▶ _TASK DATA_
***

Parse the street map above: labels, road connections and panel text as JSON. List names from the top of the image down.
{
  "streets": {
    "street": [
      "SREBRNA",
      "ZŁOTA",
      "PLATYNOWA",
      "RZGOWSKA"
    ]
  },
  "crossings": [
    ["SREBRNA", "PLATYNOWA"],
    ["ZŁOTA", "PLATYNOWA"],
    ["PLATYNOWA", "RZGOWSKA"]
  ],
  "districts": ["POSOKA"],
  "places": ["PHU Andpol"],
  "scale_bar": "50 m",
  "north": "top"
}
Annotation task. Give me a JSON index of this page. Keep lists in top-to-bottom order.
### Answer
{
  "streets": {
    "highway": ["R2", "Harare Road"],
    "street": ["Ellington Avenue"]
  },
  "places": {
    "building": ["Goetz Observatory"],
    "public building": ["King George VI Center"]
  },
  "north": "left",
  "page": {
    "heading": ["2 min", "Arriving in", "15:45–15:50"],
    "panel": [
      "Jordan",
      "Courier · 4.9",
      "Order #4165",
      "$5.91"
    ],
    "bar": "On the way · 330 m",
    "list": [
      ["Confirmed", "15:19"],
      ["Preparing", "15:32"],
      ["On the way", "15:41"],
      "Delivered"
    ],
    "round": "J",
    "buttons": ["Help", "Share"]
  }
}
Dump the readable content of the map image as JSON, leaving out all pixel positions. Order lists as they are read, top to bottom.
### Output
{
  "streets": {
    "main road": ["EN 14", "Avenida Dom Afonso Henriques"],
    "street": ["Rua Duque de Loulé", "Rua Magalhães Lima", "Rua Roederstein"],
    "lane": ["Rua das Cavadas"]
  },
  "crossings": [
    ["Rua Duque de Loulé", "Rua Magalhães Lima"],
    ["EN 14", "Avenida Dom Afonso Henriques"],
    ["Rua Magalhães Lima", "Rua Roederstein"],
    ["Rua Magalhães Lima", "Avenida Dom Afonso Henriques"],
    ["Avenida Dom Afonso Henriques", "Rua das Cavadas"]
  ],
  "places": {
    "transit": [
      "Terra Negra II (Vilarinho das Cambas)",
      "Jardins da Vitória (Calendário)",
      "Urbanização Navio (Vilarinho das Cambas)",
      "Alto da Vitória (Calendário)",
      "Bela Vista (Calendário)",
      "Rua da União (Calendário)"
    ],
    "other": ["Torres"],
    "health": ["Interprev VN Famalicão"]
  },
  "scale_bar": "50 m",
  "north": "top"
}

***

▶ _EXERCISE DIRECTIONS_
Transcribe the material above in full, keeping every word.

▶ _YOUR RESPONSE_
Parse the street map above: labels, road connections and panel text as JSON. List names from the top of the image down.
{
  "streets": {
    "street": [
      "SREBRNA",
      "ZŁOTA",
      "PLATYNOWA",
      "RZGOWSKA"
    ]
  },
  "crossings": [
    ["SREBRNA", "PLATYNOWA"],
    ["ZŁOTA", "PLATYNOWA"],
    ["PLATYNOWA", "RZGOWSKA"]
  ],
  "districts": ["POSOKA"],
  "places": ["PHU Andpol"],
  "scale_bar": "50 m",
  "north": "top"
}
Annotation task. Give me a JSON index of this page. Keep lists in top-to-bottom order.
### Answer
{
  "streets": {
    "highway": ["R2", "Harare Road"],
    "street": ["Ellington Avenue"]
  },
  "places": {
    "building": ["Goetz Observatory"],
    "public building": ["King George VI Center"]
  },
  "north": "left",
  "page": {
    "heading": ["2 min", "Arriving in", "15:45–15:50"],
    "panel": [
      "Jordan",
      "Courier · 4.9",
      "Order #4165",
      "$5.91"
    ],
    "bar": "On the way · 330 m",
    "list": [
      ["Confirmed", "15:19"],
      ["Preparing", "15:32"],
      ["On the way", "15:41"],
      "Delivered"
    ],
    "round": "J",
    "buttons": ["Help", "Share"]
  }
}
Dump the readable content of the map image as JSON, leaving out all pixel positions. Order lists as they are read, top to bottom.
### Output
{
  "streets": {
    "main road": ["EN 14", "Avenida Dom Afonso Henriques"],
    "street": ["Rua Duque de Loulé", "Rua Magalhães Lima", "Rua Roederstein"],
    "lane": ["Rua das Cavadas"]
  },
  "crossings": [
    ["Rua Duque de Loulé", "Rua Magalhães Lima"],
    ["EN 14", "Avenida Dom Afonso Henriques"],
    ["Rua Magalhães Lima", "Rua Roederstein"],
    ["Rua Magalhães Lima", "Avenida Dom Afonso Henriques"],
    ["Avenida Dom Afonso Henriques", "Rua das Cavadas"]
  ],
  "places": {
    "transit": [
      "Terra Negra II (Vilarinho das Cambas)",
      "Jardins da Vitória (Calendário)",
      "Urbanização Navio (Vilarinho das Cambas)",
      "Alto da Vitória (Calendário)",
      "Bela Vista (Calendário)",
      "Rua da União (Calendário)"
    ],
    "other": ["Torres"],
    "health": ["Interprev VN Famalicão"]
  },
  "scale_bar": "50 m",
  "north": "top"
}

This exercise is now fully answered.